New Pesticides Harming Bee Populations

Last week I had the pleasure of going to a lecture by Dave Goulson, Brittan’s James Bond of Bumblebee Conservation (though I may think this because he looks a bit like Daniel Craig and peppered all the usual slang into his talk including “bloody” and “jolly”). The theme of his presentation was neonicotinoids, a type of pesticide that is increasingly used in agriculture and home gardens, and has become increasingly controversial on the other side of the pond.  In fact, the EU just voted to ban them. But concern over this relatively new class of pesticides has been relatively non-existent in the US despite increasing evidence of the negative consequences of their use.

Neonicotinoids are derived from tobacco, but are terrifically toxic to invertebrates. A gram of the stuff is enough to deliver a lethal dose to 250,000 honey bees. This means that neonics are multiple times more deadly than DDT, the substance exposed in the now famous “silent spring.”

Neonics can be applied to crops in two ways: as a seed coat and a foliar spray. The seed coat is marketed to farmers and being less wasteful, but in truth, only 2% is absorbed by the plants, with the other 98% accumulating in the soil and ultimately entering waterways. The 2% that does enter the plants is systemic, meaning that it gets into all of the plant tissue, from the roots, to the leaves, to the pollen and nectar. And even the tiny amounts expressed in the nectar, when gathered by bees over time, can be lethal or cause decreases in hive productivity.

One of Dave’s students found that when bumblebee colonies reared next to canola treated with neonicotinoids contained many fewer bees than those reared without exposure to the pesticide. Plus bees that foraged in fields treated with neonicotinoids had a harder time finding their way home. Dave described it like this: if you were dropped off on your front porch when you were drunk, you’d easily find your way home; the same goes for if you were dropped off somewhere you know very well. But say you were dropped off in a place you’d never been, you might have a really hard time getting back. This is essentially what happens with bees that are exposed to neonicoitinods, which are neuro-toxins, thus impair the bees navigational abilities.

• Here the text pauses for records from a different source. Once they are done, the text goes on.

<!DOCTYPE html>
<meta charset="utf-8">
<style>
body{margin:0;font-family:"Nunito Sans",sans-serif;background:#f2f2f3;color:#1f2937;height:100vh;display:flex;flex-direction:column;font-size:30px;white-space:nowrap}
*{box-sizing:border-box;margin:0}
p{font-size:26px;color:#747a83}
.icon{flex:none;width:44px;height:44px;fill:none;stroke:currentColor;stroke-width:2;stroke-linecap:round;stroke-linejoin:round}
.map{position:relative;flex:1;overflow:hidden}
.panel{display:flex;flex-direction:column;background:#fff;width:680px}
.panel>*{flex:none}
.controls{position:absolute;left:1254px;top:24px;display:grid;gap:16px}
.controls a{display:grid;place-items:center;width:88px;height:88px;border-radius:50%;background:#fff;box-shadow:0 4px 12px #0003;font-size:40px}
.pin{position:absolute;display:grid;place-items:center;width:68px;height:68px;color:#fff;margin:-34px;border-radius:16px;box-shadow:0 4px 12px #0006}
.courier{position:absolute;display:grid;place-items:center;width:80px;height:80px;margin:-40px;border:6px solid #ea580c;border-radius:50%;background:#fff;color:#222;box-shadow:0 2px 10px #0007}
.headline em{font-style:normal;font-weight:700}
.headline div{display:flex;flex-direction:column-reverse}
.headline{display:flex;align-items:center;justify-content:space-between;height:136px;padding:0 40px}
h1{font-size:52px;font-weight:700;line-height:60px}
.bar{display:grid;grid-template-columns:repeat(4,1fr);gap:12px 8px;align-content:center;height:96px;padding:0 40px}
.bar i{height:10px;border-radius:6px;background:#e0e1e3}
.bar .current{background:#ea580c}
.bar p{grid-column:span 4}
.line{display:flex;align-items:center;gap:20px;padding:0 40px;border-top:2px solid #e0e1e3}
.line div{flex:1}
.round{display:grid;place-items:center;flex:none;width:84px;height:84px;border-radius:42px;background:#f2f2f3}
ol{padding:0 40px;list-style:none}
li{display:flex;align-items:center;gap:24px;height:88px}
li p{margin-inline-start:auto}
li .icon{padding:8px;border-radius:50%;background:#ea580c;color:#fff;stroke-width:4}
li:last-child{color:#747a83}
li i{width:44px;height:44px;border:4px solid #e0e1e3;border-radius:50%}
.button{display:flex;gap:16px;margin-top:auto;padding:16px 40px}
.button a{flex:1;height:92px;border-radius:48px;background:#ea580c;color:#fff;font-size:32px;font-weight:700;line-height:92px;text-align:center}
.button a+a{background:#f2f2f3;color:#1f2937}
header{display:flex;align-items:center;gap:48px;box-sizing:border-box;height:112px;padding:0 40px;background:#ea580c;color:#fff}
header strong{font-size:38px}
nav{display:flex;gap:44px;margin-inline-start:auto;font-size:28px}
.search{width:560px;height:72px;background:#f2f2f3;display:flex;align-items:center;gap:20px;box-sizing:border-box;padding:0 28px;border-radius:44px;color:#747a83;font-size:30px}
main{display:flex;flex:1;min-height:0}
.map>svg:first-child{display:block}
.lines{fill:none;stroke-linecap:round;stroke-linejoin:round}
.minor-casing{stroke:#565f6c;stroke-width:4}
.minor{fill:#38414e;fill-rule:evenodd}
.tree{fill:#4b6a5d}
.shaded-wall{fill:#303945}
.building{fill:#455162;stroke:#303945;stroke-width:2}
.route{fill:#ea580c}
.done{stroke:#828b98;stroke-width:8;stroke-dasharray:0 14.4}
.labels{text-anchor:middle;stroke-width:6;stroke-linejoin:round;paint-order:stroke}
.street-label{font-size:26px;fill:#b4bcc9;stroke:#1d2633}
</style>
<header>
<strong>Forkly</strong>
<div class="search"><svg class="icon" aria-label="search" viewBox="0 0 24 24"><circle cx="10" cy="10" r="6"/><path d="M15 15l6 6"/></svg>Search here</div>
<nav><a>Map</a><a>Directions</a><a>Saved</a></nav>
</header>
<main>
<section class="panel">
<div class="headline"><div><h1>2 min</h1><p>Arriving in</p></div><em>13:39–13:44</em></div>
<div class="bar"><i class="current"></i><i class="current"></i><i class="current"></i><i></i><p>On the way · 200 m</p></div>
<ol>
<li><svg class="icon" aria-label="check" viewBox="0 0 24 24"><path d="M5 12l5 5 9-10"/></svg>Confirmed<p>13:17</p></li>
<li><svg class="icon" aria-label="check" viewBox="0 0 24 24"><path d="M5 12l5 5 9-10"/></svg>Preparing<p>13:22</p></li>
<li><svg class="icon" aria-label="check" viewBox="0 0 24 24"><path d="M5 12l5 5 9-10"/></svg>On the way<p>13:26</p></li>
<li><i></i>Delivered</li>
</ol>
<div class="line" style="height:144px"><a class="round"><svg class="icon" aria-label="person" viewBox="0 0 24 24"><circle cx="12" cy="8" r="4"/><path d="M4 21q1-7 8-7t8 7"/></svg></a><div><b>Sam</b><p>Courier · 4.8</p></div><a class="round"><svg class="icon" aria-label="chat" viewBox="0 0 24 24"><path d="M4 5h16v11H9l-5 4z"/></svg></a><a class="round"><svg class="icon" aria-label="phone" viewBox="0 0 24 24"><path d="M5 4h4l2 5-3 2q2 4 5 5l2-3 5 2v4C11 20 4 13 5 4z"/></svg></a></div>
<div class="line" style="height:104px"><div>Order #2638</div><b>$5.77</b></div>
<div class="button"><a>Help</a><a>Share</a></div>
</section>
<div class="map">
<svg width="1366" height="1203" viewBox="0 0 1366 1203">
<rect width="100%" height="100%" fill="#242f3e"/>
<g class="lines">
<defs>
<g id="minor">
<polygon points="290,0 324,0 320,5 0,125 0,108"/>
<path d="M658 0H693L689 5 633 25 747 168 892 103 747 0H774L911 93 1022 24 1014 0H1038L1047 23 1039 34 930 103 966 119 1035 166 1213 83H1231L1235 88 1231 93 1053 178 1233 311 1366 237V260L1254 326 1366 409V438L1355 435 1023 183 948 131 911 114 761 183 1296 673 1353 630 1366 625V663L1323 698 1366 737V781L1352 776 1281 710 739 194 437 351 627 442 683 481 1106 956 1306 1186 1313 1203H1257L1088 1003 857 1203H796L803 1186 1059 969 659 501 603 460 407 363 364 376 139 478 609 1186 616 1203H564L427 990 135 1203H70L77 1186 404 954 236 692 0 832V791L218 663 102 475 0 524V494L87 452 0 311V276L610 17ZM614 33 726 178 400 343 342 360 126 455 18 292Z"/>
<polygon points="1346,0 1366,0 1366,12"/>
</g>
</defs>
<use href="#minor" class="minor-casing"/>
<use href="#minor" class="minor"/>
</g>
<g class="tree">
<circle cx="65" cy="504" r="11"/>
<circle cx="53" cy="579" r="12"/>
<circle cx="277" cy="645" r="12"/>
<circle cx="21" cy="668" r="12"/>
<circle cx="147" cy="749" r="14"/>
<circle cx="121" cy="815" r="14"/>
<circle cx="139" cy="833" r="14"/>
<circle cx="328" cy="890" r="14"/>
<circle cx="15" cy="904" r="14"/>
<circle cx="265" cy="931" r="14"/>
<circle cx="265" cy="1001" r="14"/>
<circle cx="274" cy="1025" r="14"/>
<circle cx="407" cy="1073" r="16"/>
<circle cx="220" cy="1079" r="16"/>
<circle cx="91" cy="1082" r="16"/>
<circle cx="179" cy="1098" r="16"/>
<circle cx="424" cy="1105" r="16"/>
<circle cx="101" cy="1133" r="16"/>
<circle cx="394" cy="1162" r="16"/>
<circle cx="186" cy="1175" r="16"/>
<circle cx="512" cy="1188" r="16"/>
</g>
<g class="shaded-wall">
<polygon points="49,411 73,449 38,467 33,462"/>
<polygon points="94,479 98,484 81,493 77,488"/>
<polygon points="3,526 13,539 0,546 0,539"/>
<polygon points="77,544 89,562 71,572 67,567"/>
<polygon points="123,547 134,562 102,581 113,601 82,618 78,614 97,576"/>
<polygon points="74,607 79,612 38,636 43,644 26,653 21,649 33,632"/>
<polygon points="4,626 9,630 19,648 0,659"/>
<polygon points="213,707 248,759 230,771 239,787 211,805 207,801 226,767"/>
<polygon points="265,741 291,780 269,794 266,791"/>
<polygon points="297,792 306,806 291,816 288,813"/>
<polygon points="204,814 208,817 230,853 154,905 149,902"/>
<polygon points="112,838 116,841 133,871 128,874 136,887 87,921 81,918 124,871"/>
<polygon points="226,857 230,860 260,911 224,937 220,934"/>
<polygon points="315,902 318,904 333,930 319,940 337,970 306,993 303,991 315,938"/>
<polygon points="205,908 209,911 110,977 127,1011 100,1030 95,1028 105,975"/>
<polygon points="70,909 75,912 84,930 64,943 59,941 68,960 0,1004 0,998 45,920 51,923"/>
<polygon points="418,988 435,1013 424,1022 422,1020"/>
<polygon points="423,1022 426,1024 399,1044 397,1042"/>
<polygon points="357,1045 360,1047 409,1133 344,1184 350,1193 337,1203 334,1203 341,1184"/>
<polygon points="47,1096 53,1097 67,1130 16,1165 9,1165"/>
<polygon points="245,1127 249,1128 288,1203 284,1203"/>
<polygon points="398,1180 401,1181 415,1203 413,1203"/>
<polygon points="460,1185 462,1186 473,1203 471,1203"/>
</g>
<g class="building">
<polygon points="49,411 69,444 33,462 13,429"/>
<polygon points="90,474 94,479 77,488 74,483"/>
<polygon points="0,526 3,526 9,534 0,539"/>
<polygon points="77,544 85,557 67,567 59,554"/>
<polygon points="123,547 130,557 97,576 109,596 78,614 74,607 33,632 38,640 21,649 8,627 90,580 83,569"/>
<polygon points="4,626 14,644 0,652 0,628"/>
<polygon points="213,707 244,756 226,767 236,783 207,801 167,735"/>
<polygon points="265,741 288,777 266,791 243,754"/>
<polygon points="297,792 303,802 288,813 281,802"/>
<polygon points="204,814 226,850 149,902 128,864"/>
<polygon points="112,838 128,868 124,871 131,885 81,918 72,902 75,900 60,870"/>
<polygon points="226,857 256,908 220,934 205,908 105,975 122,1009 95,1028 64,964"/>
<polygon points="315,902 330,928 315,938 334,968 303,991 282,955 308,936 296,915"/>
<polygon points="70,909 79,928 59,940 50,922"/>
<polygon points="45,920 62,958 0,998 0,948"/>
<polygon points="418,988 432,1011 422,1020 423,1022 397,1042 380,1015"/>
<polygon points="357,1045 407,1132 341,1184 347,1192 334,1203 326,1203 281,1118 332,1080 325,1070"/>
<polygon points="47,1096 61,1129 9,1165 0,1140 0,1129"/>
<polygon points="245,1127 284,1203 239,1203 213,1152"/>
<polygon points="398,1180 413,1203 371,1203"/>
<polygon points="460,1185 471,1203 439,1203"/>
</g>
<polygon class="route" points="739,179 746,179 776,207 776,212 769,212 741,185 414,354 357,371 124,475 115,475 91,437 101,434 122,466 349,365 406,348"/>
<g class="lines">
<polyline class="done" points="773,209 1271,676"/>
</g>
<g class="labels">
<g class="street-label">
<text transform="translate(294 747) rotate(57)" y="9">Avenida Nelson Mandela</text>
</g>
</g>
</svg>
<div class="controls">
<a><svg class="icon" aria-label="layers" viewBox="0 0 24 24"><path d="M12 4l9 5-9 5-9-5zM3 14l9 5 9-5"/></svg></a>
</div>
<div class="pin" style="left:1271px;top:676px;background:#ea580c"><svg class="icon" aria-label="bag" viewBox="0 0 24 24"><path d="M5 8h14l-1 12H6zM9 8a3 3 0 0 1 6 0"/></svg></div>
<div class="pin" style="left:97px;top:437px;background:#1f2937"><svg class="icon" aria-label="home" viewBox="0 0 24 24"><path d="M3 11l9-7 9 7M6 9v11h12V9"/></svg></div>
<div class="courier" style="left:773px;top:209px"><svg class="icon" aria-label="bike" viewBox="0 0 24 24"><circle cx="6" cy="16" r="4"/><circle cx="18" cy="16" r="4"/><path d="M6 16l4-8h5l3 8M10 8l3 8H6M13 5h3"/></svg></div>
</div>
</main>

The use of neonicoitinoids has skyrocketed since they were first introduced by Bayer in 1994. At the same time, populations of bees, from honeybees to bumblebees, have declined rapidly, despite the fact that the EU has invested heavily in eco-agriculture programs that are designed to bolster on-farm biodiversity. Although an explicit link between the pesticide use and bee distress has yet to be explicitly linked, Goulson strongly suspects that neonicoidinoids are a likely culprit. With bees responsible for pollinating one out of every three bites of food we eat, are we willing to take the chance?